(Saved data entries)
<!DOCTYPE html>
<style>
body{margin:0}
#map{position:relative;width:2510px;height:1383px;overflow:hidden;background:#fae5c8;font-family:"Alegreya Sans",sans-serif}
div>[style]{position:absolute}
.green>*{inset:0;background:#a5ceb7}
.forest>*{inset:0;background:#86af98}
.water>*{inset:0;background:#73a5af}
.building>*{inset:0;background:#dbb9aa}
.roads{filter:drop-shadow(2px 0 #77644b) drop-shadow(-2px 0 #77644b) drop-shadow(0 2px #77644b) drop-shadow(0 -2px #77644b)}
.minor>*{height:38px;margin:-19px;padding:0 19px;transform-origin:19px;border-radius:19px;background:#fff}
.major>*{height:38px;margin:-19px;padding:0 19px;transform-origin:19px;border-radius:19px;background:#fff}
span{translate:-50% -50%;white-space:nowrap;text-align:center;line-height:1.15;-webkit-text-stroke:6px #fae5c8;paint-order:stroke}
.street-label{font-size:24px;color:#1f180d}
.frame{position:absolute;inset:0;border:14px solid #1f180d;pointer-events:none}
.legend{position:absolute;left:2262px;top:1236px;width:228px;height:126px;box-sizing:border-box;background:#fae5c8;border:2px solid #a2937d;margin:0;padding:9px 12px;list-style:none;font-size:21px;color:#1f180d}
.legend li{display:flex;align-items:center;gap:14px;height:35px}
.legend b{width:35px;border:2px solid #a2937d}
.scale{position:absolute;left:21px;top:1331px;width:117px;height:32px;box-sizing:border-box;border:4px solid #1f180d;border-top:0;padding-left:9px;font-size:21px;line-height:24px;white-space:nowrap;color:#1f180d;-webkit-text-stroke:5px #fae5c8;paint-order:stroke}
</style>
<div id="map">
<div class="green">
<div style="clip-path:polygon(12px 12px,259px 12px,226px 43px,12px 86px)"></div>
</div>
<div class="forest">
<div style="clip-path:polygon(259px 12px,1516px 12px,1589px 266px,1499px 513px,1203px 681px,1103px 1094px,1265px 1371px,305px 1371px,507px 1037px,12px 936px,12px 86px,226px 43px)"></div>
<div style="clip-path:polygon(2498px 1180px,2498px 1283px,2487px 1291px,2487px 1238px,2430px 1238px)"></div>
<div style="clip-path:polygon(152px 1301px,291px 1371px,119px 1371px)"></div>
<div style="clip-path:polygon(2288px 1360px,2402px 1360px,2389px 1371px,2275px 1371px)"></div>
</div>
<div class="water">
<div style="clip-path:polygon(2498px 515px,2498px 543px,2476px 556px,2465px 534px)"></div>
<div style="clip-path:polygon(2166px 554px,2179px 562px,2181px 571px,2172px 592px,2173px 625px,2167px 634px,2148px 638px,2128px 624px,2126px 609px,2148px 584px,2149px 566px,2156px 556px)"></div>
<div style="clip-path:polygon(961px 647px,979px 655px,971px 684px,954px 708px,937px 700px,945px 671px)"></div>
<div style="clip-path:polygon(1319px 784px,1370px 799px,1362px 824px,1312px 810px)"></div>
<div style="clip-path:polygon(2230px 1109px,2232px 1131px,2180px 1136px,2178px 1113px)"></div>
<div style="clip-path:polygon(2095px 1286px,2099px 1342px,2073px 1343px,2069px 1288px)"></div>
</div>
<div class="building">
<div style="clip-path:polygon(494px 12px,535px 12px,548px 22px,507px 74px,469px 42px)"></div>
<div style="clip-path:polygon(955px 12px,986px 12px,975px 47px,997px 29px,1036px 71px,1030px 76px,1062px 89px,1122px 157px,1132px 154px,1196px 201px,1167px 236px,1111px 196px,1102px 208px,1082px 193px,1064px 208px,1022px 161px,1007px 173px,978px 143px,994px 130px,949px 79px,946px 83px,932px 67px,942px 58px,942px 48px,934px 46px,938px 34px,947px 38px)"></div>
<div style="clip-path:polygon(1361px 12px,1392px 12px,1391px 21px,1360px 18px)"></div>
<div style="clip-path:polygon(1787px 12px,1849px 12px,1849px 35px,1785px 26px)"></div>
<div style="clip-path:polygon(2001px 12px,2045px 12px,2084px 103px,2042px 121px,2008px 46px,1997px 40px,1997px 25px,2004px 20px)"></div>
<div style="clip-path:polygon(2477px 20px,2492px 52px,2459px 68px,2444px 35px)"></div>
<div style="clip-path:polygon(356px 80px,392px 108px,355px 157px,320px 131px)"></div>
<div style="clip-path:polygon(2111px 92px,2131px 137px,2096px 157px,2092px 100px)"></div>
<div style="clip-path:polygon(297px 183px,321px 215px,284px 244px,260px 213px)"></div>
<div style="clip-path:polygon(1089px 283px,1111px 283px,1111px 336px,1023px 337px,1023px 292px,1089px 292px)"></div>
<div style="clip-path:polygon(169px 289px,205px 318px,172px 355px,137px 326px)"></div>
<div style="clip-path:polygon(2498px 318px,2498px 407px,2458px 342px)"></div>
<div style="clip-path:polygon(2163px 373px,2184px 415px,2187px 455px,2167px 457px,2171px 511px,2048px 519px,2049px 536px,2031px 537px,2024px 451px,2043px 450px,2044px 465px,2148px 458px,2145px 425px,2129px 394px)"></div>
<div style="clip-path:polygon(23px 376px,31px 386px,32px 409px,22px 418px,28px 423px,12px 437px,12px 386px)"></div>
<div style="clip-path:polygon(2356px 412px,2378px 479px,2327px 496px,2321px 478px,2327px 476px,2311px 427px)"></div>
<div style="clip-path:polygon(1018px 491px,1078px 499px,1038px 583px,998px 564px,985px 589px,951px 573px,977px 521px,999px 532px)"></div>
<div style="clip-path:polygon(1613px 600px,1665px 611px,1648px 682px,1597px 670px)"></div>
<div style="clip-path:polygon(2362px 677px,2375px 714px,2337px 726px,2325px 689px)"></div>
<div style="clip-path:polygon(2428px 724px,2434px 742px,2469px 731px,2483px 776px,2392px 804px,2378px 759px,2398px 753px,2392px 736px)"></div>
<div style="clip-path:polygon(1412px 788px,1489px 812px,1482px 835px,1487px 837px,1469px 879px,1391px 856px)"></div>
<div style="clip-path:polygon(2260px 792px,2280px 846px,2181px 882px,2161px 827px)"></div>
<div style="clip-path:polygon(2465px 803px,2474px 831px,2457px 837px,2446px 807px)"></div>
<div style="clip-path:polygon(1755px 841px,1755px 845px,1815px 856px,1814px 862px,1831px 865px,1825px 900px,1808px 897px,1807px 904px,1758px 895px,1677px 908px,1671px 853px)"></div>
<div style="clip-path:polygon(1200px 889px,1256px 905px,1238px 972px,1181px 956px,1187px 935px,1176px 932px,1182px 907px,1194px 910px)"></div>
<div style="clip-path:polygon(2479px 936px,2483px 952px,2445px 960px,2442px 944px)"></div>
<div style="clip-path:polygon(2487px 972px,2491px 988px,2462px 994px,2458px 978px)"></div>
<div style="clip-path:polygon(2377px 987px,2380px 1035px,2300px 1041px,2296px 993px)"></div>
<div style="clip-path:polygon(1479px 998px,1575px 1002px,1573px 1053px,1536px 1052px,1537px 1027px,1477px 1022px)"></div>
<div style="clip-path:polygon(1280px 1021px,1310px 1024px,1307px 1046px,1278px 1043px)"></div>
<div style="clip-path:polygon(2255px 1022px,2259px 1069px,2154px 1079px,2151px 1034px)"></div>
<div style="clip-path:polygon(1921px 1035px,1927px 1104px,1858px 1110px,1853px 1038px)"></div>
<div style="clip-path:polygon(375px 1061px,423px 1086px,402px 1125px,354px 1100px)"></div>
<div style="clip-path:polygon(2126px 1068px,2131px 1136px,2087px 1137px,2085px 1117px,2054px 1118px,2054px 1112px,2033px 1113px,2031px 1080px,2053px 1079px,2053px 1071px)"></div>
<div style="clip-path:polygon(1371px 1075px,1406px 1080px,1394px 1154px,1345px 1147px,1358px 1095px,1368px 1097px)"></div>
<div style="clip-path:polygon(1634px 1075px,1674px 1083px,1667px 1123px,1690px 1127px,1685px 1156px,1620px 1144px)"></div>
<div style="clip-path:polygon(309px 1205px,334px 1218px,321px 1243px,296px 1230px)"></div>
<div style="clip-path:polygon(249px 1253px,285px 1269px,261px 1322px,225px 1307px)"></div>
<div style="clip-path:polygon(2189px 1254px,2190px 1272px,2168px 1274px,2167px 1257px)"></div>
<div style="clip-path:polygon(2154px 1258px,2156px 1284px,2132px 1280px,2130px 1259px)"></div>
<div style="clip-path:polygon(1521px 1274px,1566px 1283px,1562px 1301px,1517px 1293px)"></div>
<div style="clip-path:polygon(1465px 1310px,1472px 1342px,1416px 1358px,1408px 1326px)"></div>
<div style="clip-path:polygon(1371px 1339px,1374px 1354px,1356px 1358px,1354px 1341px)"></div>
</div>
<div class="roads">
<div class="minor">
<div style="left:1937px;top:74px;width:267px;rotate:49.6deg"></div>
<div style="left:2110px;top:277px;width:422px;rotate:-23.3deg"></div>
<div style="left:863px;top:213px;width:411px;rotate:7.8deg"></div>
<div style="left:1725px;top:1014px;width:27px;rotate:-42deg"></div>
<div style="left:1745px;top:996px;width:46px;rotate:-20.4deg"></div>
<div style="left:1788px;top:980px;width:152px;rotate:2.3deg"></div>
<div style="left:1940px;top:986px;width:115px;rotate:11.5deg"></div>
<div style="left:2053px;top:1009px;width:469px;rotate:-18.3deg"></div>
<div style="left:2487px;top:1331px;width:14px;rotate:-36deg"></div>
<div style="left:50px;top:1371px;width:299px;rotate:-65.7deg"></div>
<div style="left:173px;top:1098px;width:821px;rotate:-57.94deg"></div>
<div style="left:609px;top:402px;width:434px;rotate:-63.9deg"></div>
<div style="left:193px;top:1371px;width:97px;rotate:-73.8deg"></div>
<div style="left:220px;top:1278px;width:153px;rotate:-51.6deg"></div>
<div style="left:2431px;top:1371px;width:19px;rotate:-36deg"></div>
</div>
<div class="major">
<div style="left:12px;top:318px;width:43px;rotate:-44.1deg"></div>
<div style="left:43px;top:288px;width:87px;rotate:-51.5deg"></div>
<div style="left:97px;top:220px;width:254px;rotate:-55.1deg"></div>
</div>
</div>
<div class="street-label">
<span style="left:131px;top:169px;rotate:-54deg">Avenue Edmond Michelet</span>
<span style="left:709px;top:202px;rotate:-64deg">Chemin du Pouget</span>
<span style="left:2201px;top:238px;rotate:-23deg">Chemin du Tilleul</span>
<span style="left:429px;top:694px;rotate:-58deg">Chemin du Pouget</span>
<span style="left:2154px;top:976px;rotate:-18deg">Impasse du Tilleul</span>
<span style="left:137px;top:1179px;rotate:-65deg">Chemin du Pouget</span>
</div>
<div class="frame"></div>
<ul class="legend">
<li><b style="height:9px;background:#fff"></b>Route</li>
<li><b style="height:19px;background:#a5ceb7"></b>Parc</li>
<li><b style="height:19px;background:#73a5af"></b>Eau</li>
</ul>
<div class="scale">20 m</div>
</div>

- _Work order_
Copy, please, every line from the start of the entries down to the line that holds "0 #77644b) drop-shadow(-2px", with both of those lines included and no others.

- _Task output_
<!DOCTYPE html>
<style>
body{margin:0}
#map{position:relative;width:2510px;height:1383px;overflow:hidden;background:#fae5c8;font-family:"Alegreya Sans",sans-serif}
div>[style]{position:absolute}
.green>*{inset:0;background:#a5ceb7}
.forest>*{inset:0;background:#86af98}
.water>*{inset:0;background:#73a5af}
.building>*{inset:0;background:#dbb9aa}
.roads{filter:drop-shadow(2px 0 #77644b) drop-shadow(-2px 0 #77644b) drop-shadow(0 2px #77644b) drop-shadow(0 -2px #77644b)}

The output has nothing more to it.